30 de jun. de 2008

Prosa na roça

Azulejo português: fazendo pão em forno à lenha. O Romão é um mineiro de 78 anos em cuja casa sempre encosto quando passo por uma pequena localidade às margens da PA 150. Ele mora com a esposa, Dona Deolinda, dois anos mais velha que ele.

A prosa dos dois e tão deliciosa quanto o pão de queijo caseiro e os biscoitos de trigo e polvilho que saem de um pequeno forno de barro plantado entre umas roseiras no fundo do quintal.

O Aldemiro, vizinho do Romão, de mesma idade dele, advinha quando eu sento à mesa da Dona Deolinda e saboreio os biscoitos e um bolo de milho: ele, indefectível, sempre comparece ao singelo banquete.

Desta vez o Romão estava indignado com a Justiça do Trabalho: o seu irmão houvera sido condenado a pagar certa quantia a um capeta que reclamara contra ele.

O danado houvera chegado sem eira nem beira do Espírito Santo, fora levado à pequena propriedade do seu irmão, roçava juquira ao lado dele, comia na mesma mesa e da mesma comida, comera dos biscoitos da Dona Deolinda, convidara-lhe o irmão para batizar um filho e, ao cabo de três anos, saído da propriedade, colocara o compadre na Justiça.

- Doutor, não tem jeito de acabar com a Justiça do Trabalho? Perguntou-me o Aldemiro, indignado com o ocorrido, completando que, daqui a pouco, ninguém iria mais querer ter trabalhador.

O pior, aditou a Dona Deolinda à conversa, é este tal de trabalho escravo.

- Na cabeça de quem cabe que ainda tem escravo no Brasil!?

- O que senhor diz disto, doutor? Disparou o Romão.

Os três me olharam, esperando a resposta. O Aldemiro, de já pouca vista, apertou os olhos e aproximou o rosto, como se com a visão ouvisse.

- Olhe, amigo, o fato de ser compadre e amigo do funcionário não dá o direito de não lhe pagar os serviços prestados e de não recolher os devidos impostos, e trabalho escravo é não dar condições dignas ao trabalhador.

- Eu comecei a trabalhar quando criança, doutor. Dormi no chão, só tomava água duas vezes ao dia e estou aqui vivo, fiz minha roça, tenho meu gadinho e formei meus filhos. Fui escravo?

- Foi? Reforçou a tese o Romão.

- É que naquele tempo não havia esta cobrança que tem hoje meu amigo. Você era explorado e não sabia. Retruquei, enquanto pegava mais uma fatia do bolo de milho e derramava mais um quarto de café à xícara.

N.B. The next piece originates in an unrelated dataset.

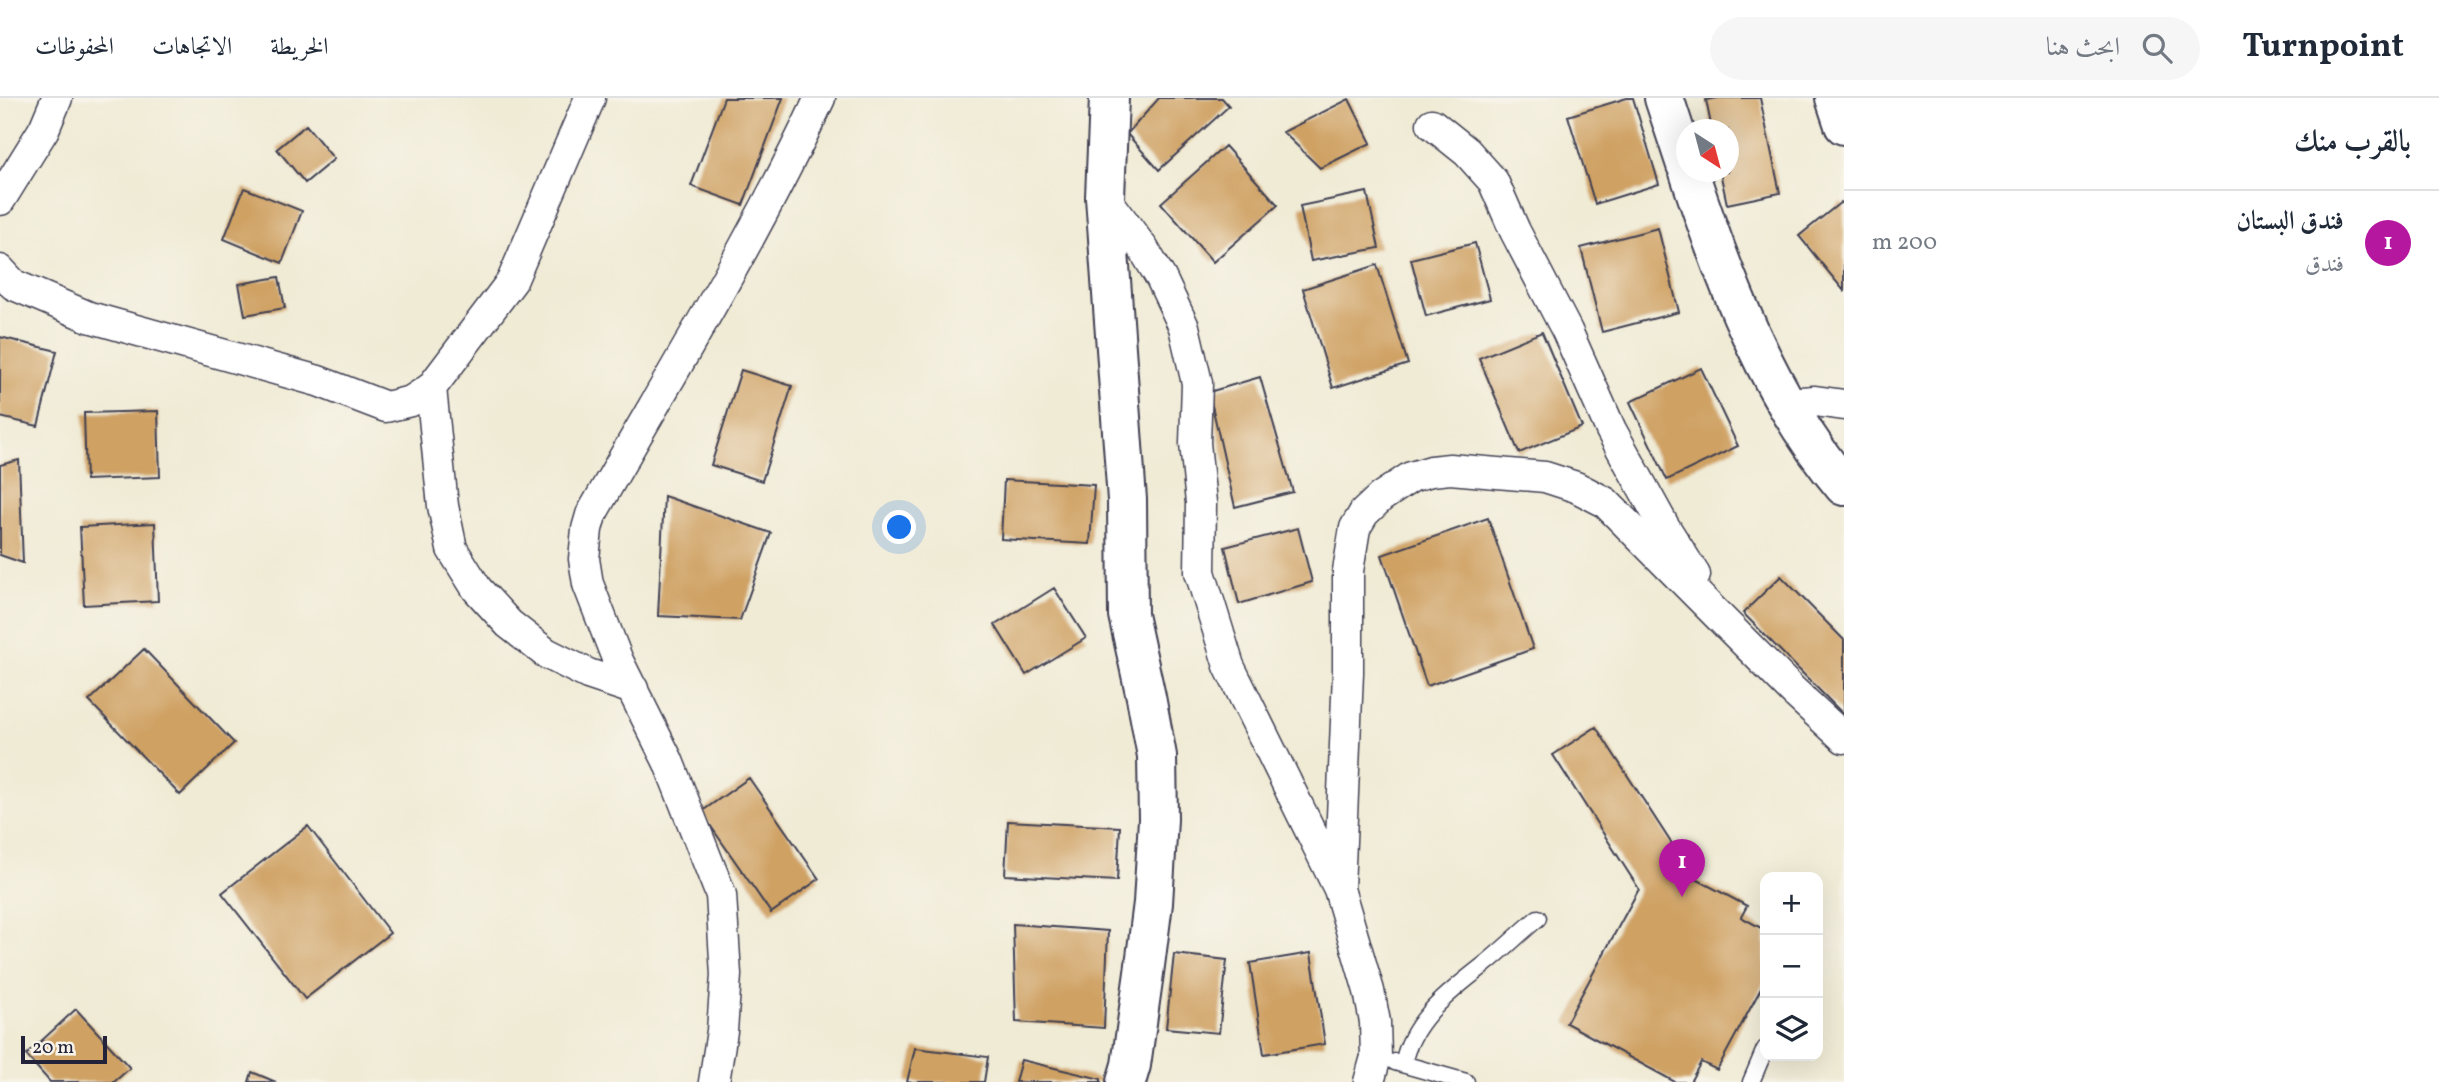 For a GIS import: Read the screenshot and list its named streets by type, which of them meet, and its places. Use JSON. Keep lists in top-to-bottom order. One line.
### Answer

- Explorado nada, doutor. Eu aprendi foi a trabalhar e não a ser vadio e ir pedir cesta para político.

Ao completar a frase, o Aldemiro gargalhou maroto, deliciosamente acompanhado pelo Romão e Dona Deolinda.

- Agora o Aldemiro lhe pegou, doutor. Contou o tento, o Romão.

- Mas não tem quem ganhe de vocês. Em compensação eu como o biscoito e o bolo de milho mais gostoso da região. Comentei.

Dona Deolinda comenta que o Aldemiro encasquetou que morrerá daqui a três anos.

Ele balança a cabeça afirmativamente, com um ar entre grave e resignado.

- Ainda bem que será em três anos. Comentei.

Quando o Aldemiro perguntou o porquê do comentário, eu respondi que pelo menos ele ainda poderia votar em mim em 2010.

A Dona Deolinda caiu na risada. O Romão atualizou o placar.